Stored items
....

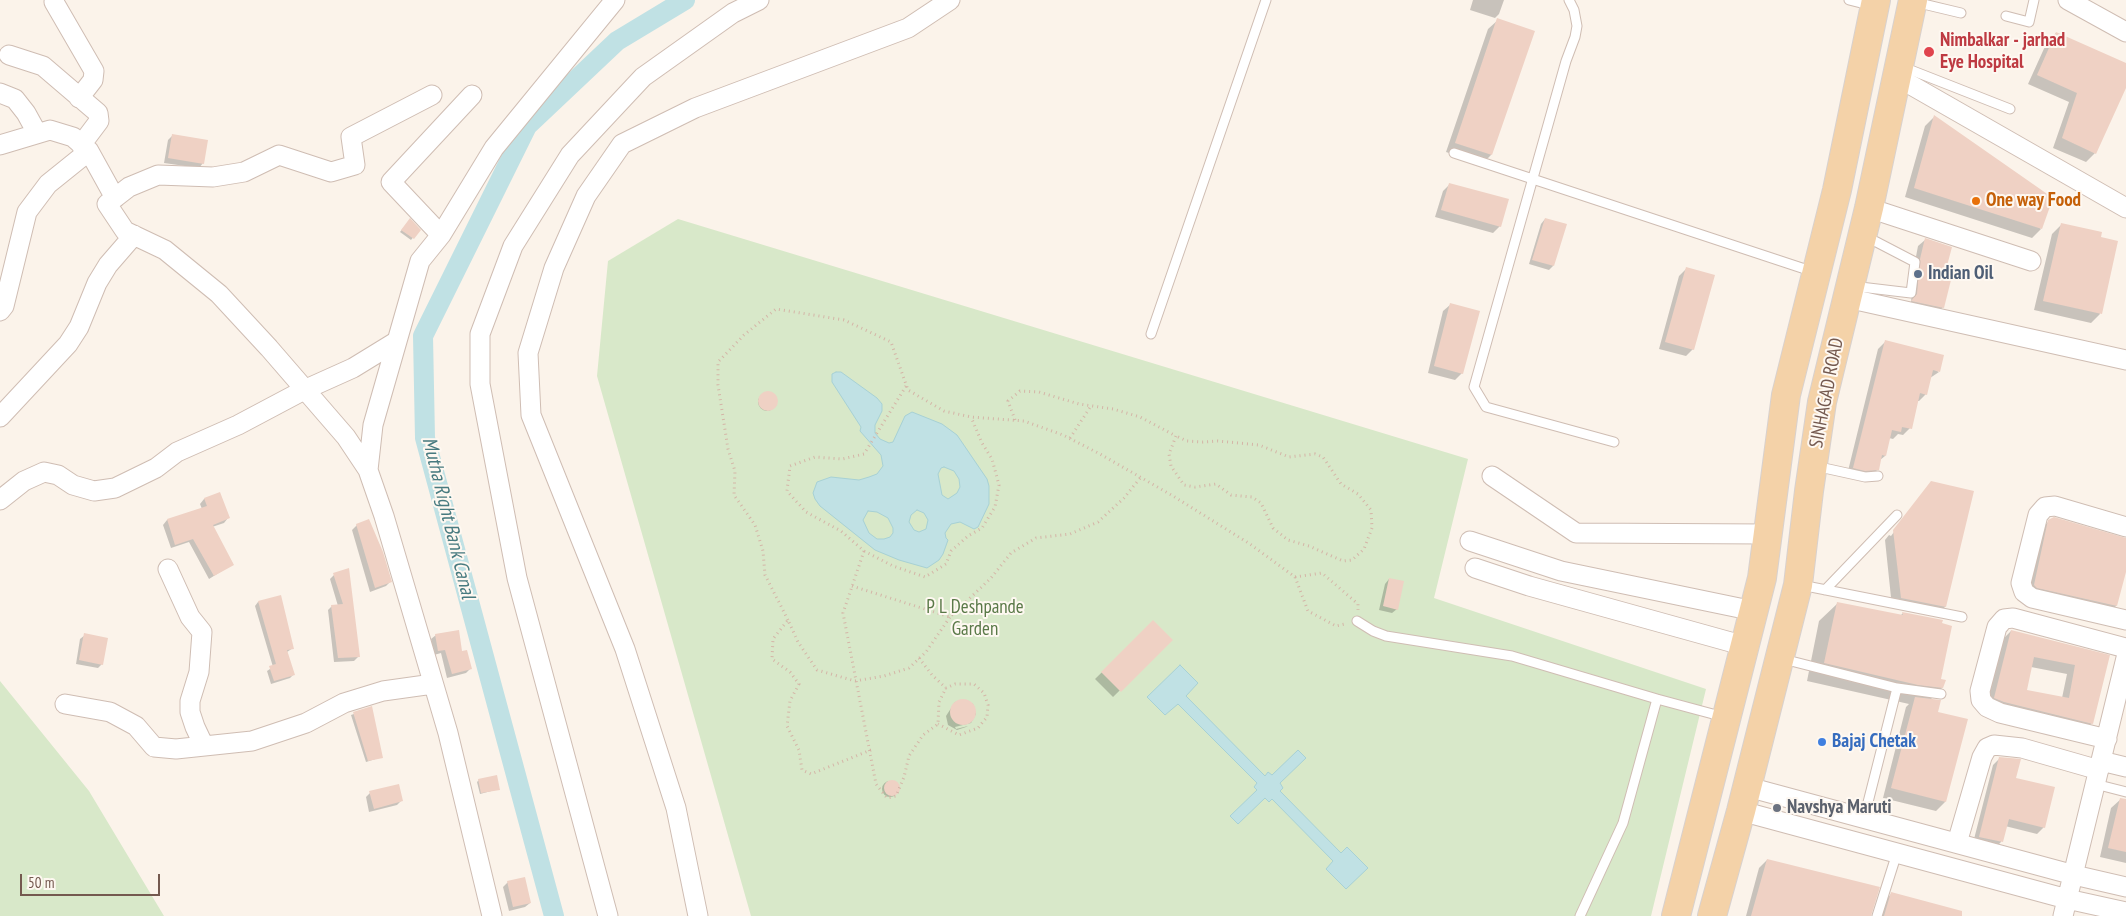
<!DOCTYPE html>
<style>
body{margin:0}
#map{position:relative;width:2126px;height:916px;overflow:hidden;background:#fbf3ea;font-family:"PT Sans Narrow",sans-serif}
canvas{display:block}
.scale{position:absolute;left:20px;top:874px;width:140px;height:22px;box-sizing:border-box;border:2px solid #74594f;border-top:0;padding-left:6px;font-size:15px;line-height:18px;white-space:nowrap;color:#74594f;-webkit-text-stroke:4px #fef8f1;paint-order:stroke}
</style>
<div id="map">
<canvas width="2126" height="916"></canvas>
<div class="scale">50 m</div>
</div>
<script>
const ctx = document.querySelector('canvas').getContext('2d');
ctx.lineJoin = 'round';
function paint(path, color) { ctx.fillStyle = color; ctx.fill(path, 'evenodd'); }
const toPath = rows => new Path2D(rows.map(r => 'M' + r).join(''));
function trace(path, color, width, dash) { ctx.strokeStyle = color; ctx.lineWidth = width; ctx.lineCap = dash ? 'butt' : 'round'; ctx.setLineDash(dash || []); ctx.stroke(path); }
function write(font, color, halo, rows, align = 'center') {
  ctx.font = font + ' "PT Sans Narrow",sans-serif'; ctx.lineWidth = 4; ctx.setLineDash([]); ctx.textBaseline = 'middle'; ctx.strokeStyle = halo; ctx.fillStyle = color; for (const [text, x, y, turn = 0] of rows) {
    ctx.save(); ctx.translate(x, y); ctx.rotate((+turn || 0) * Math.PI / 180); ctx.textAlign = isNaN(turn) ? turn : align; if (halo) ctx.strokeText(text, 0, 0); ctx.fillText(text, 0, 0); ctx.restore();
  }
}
const green = toPath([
 [678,219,1468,459,1434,598,1706,689,1651,916,751,916,597,376,608,261],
 [0,681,89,791,164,916,0,916]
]);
const water = toPath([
 [836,372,841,372,877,398,882,404,882,411,875,425,875,433,880,439,889,443,893,442,905,416,912,412,942,424,957,435,987,479,989,486,989,504,978,527,974,529,960,522,951,524,945,533,946,538,948,540,943,554,939,560,927,568,899,560,875,550,820,506,815,499,813,493,817,482,831,477,859,480,869,477,877,474,883,466,881,455,860,431,861,427,832,382,832,374,836,372],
 [944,467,954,471,959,479,960,487,957,493,948,499,942,495,938,474,941,468,944,467],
 [917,510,924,513,928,520,926,529,919,532,914,530,909,522,911,515,917,510],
 [868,511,877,512,888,518,893,528,893,533,890,537,884,539,877,539,869,533,863,520,868,511],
 [1180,665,1198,683,1186,696,1265,776,1268,772,1272,775,1298,750,1306,758,1280,783,1283,788,1280,791,1341,853,1347,847,1368,868,1346,889,1326,869,1333,861,1272,799,1269,802,1265,798,1238,824,1230,816,1257,790,1254,787,1257,783,1178,704,1165,715,1147,697,1180,665]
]);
const shadow = toPath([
 [1473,0,1504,0,1499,14,1495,18,1470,10],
 [1498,20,1491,155,1482,164,1446,152,1488,29],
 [2056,33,2126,64,2126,85,2095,153,2086,162,2053,148,2069,102,2028,84,2047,42],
 [1934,117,2041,229,2032,238,1905,197,1925,126],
 [172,136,203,163,199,168,164,163,168,140],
 [1450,184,1500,226,1493,233,1435,217,1443,191],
 [1545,219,1553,266,1549,270,1529,264,1541,224],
 [408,222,419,230,411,240,400,232],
 [2062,224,2100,314,2091,323,2034,310,2052,234],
 [1925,240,1942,278,1943,307,1936,314,1906,308,1911,302,1914,267,1918,246],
 [1686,269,1693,349,1686,356,1659,349,1679,276],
 [1450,305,1462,373,1455,380,1428,373,1443,311],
 [1885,342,1939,372,1930,378,1926,394,1919,401,1917,401,1910,428,1903,435,1898,434,1893,439,1889,438,1885,456,1880,460,1878,469,1871,476,1847,475,1878,349],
 '758 402a9 9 0 1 1 18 0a9 9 0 1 1-18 0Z',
 [1931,482,1973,492,1945,607,1935,616,1892,607,1885,540,1889,535,1891,536],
 [219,494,228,518,224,523,212,527,233,564,209,579,189,542,171,548,163,525,167,520,202,509,200,504,204,499],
 [2051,519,2126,539,2126,567,2116,606,2107,615,2027,596,2039,531],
 [357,525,390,582,386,586,370,592,352,530],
 [348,570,358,657,354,661,334,662,328,610,332,606,338,606,330,579,334,575],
 [1389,579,1397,609,1392,613,1379,610,1385,584],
 [280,597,293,648,287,652,293,675,290,678,271,684,267,671,273,667,255,606,258,602],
 [1838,603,1900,616,1903,613,1939,680,1942,688,1930,700,1936,712,1945,802,1936,811,1883,798,1906,707,1909,704,1807,681,1819,621],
 [1153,622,1171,640,1113,697,1095,679],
 [2011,631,2109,656,2092,723,2082,733,1985,707,2002,640],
 [2031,667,2067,674,2062,698,2026,691],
 [85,635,102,664,98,668,76,664,80,639],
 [436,635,461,653,470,669,466,673,447,678,441,653,434,655,431,639],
 [965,700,973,704,976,714,971,723,955,727,956,729,968,726,966,727,957,730,948,725,946,716,955,702],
 [371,708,382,757,366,762,351,715],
 [2000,758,2014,779,2044,827,2037,834,2005,826,2001,842,1994,849,1973,843,1993,765],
 [479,780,499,789,480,794,477,782],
 '882 789a8 8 0 1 1 16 0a8 8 0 1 1-16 0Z',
 [370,793,401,801,397,805,369,812,366,797],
 [2121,799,2126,800,2126,863,2100,857,2111,808],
 [1767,860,1870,916,1746,916,1759,868],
 [508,882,530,903,525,907,509,911,503,887],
 [1891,894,1941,916,1879,916,1884,902]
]);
const canal = toPath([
 [554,916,425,438,423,336,527,126,617,41,685,0]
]);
const building = toPath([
 [1497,18,1535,31,1492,155,1455,143],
 [2056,32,2126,63,2126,88,2096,154,2062,138,2077,93,2037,75],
 [1934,115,2053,198,2042,229,1914,188],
 [172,134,208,140,204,164,168,158],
 [1449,183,1509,199,1501,227,1441,210],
 [410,218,421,230,414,239,401,230],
 [1545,218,1567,224,1554,266,1532,260],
 [2061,223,2102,232,2101,237,2118,241,2102,314,2043,301],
 [1925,238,1952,247,1944,277,1951,280,1944,308,1911,301,1917,294,1920,259],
 [1686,267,1715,275,1694,350,1665,342],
 [1450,303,1480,311,1463,374,1434,366],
 [1885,340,1944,355,1940,372,1933,370,1927,395,1920,393,1912,429,1902,427,1901,432,1892,430,1886,456,1882,455,1879,470,1865,471,1853,468],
 '758 401a10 10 0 1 1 20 0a10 10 0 1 1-20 0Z',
 [1931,481,1974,491,1946,607,1901,598,1893,530],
 [220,492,230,518,213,525,234,565,214,576,193,539,175,545,167,519,207,506,204,498],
 [2054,517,2126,538,2126,572,2117,606,2037,588,2034,585,2048,520],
 [369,519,383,552,392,582,375,588,356,524],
 [349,568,360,657,338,658,331,605,343,604,333,573],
 [1389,578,1404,581,1398,610,1383,606],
 [281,595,294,649,287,650,295,675,274,681,269,666,276,664,258,601],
 [1837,602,1903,615,1902,612,1943,620,1942,623,1952,626,1941,679,1946,680,1943,688,1918,685,1824,663],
 [1153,620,1173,640,1121,692,1101,672],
 [459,630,462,651,467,650,472,669,452,674,445,650,438,651,435,634],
 [2011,630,2110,655,2093,724,2004,702,1994,698],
 [2034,657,2075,665,2069,698,2027,690],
 [84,633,108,638,103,665,79,660],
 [1915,697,1941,700,1938,712,1968,719,1946,802,1891,788],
 '950 712a13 13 0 1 1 26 0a13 13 0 1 1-26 0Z',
 [372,706,383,758,368,761,353,712],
 [1999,757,2021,759,2016,778,2055,787,2045,828,2009,819,2003,842,1979,837],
 [497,775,500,790,481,793,478,779],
 '884 788a8 8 0 1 1 16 0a8 8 0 1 1-16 0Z',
 [399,784,403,801,374,809,369,791],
 [2120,798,2126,799,2126,852,2108,848],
 [1767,859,1880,887,1871,916,1751,916],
 [525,877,531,903,513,907,507,881],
 [1891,892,1962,911,1962,916,1884,916]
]);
const path = toPath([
 [906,386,864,454,842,459,815,457,790,466,787,491,806,512,841,531,864,551,893,566,925,577,946,564,951,551,968,536,982,528,995,507,999,485,992,459,982,443,971,417],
 [1015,420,1008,401,1020,391,1039,392,1079,404,1113,409,1140,417,1176,436,1169,454,1171,466,1184,485,1195,487,1216,484,1231,495,1252,497,1261,503,1273,528,1288,540,1309,546,1343,561,1352,560,1364,549,1372,528,1371,510,1358,494,1341,484,1323,457,1315,454,1289,457,1259,445,1218,441,1203,442,1187,441,1176,436],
 [1070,438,1091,406],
 [864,551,843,613,876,784,887,798,896,796,904,777,909,756,923,735,938,724,939,702,946,688],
 [1295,577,1322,573,1358,604,1358,610],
 [852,586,950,617,991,578,1011,553,1036,538,1070,534,1098,522,1124,498,1141,477],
 [788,620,765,575,763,551,755,525,734,495,735,471,728,449,718,385,718,362,744,335,776,309,844,320,891,342,908,390,944,411,971,417,1024,421,1063,435,1100,454,1173,496,1250,544,1295,577,1308,611,1336,626,1345,624],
 [919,658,932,675,946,688,955,684,974,684,984,693,988,705,987,717,978,728,959,735,938,724],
 [871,750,811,774,802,770,799,750,787,726,790,701,799,684,790,672,772,659,773,639,788,620,798,642,817,670,855,681,884,676,909,668,926,652,950,617]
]);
const service = toPath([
 [1569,0,1574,10,1577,26,1575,37,1566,61,1474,387,1486,407,1614,442],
 [1849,0,1873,6],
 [1915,2,1961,13],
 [2006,16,2029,22,2034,0],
 [1903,67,2010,109],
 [1454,153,1814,272],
 [1852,286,1911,293,1915,262,1865,236],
 [1151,334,1266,0],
 [1815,466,1865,477,1878,476],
 [1801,585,1962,617],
 [1825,590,1897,515],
 [1357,621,1373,631,1386,636,1512,656,1657,699],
 [1783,659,1897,688,1941,694],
 [2095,784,2126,792],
 [1864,818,1897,688],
 [1580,916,1623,823,1657,699,1724,717],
 [1877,916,1897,853]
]);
const minor = toPath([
 [2068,0,2126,32],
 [54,2,94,71,93,80,79,98],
 [9,55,43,66,98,113,99,121,81,145],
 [1897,77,2126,208],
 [0,93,15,99,26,113,37,133],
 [432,95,351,137,355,165,331,172,279,155,244,172,213,177,158,175,129,187,107,204,125,231,165,250,219,294,269,348,346,437,368,470,384,516,448,733,492,916],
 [0,145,50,130,73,137,89,151,115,198],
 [1869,208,2031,261],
 [441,235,391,182,472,95],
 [1847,298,2126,360],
 [0,311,4,306,27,212,48,184,89,151],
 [0,417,68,344,79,327,97,283,108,265,134,235],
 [368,470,373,425,420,261,441,235,494,148,615,0],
 [1492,476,1576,533,1767,534],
 [0,500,24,481,44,472,58,475,73,485,94,491,115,488,156,468,177,452,238,425,304,390,353,368,397,341],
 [2126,527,2055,506,2045,507,2038,515,2021,583,2024,592,2032,598,2126,620],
 [1470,541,1561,571,1754,611],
 [1475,568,1529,586,1745,646],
 [168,569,190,617,202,632,199,672,190,701,190,712,195,727,204,746],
 [65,704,110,712,136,726,154,747,176,749,252,741,306,723,344,703,383,691,433,684],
 [2107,739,2000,713,1987,707,1981,700,1980,691,1997,627,2004,619,2013,618,2126,648],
 [2101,761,2126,767],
 [1748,787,2074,875,2126,887],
 [1741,811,2067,899,2126,912],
 [1957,843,1982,757,1987,748,1994,745,2022,748,2099,770],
 [608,916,517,578,480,384,480,334,513,246,570,155,643,77,733,13,759,0],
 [698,916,676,808,625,649,531,415,528,353,554,268,586,196,622,144,695,108,908,28,950,0],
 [2063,916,2126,658]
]);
const primary = toPath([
 [1676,916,1762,578,1786,395,1837,190,1876,0],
 [1712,916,1741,811,1798,585,1809,491,1822,402,1869,208,1913,0]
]);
const markers = [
 [1929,52,6,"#e0444e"],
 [1976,201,5,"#e8710a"],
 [1918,274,5,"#5c6f8a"],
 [1822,742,5,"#3f7fe0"],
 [1777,808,5,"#6b7280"]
];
const healthNames = [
 ["Nimbalkar - jarhad",1940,41],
 ["Eye Hospital",1940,63]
];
const foodNames = [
 ["One way Food",1986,201]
];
const serviceNames = [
 ["Indian Oil",1928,274]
];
const streetNames = [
 ["SINHAGAD ROAD",1827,393,-79]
];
const parkNames = [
 ["P L Deshpande",975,608],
 ["Garden",975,630]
];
const shopNames = [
 ["Bajaj Chetak",1832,742]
];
const worshipNames = [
 ["Navshya Maruti",1787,808]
];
const waterNames = [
 ["Mutha Right Bank Canal",448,518,76]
];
paint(green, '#d8e8c9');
paint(water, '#c0e1e4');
trace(water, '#a7d1d5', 1);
paint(shadow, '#0003');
trace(canal, '#c0e1e4', 20);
paint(building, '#efd1c4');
trace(service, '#cfbdb3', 11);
trace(minor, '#cfbdb3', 21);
trace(primary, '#d8d1ce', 30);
trace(path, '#d4b5a7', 3, [1, 4]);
trace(service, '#fff', 9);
trace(minor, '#fff', 19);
trace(primary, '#f4d2a8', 28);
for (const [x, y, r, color] of markers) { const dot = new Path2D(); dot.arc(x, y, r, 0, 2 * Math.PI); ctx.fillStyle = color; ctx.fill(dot); trace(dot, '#fef8f1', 2); }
write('bold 19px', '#be3a42', '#fef8f1', healthNames, 'left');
write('bold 19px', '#c56008', '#fef8f1', foodNames, 'left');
write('bold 19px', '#4e5e75', '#fef8f1', serviceNames, 'left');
write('19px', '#74594f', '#fef8f1', streetNames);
write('19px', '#5a7948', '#fef8f1', parkNames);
write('bold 19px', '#366cbe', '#fef8f1', shopNames, 'left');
write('bold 19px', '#5b616d', '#fef8f1', worshipNames, 'left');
write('italic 20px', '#477a7f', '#fef8f1', waterNames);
</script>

....

▶ [WHAT TO DO]: What is needed is a verbatim copy of every line in the records above from the one containing "ctx.lineJoin = 'round';" down to the one containing "function write(font, color, halo, rows, align", both included, and nothing more.

▶ [ANSWER BOX]:
ctx.lineJoin = 'round';
function paint(path, color) { ctx.fillStyle = color; ctx.fill(path, 'evenodd'); }
const toPath = rows => new Path2D(rows.map(r => 'M' + r).join(''));
function trace(path, color, width, dash) { ctx.strokeStyle = color; ctx.lineWidth = width; ctx.lineCap = dash ? 'butt' : 'round'; ctx.setLineDash(dash || []); ctx.stroke(path); }
function write(font, color, halo, rows, align = 'center') {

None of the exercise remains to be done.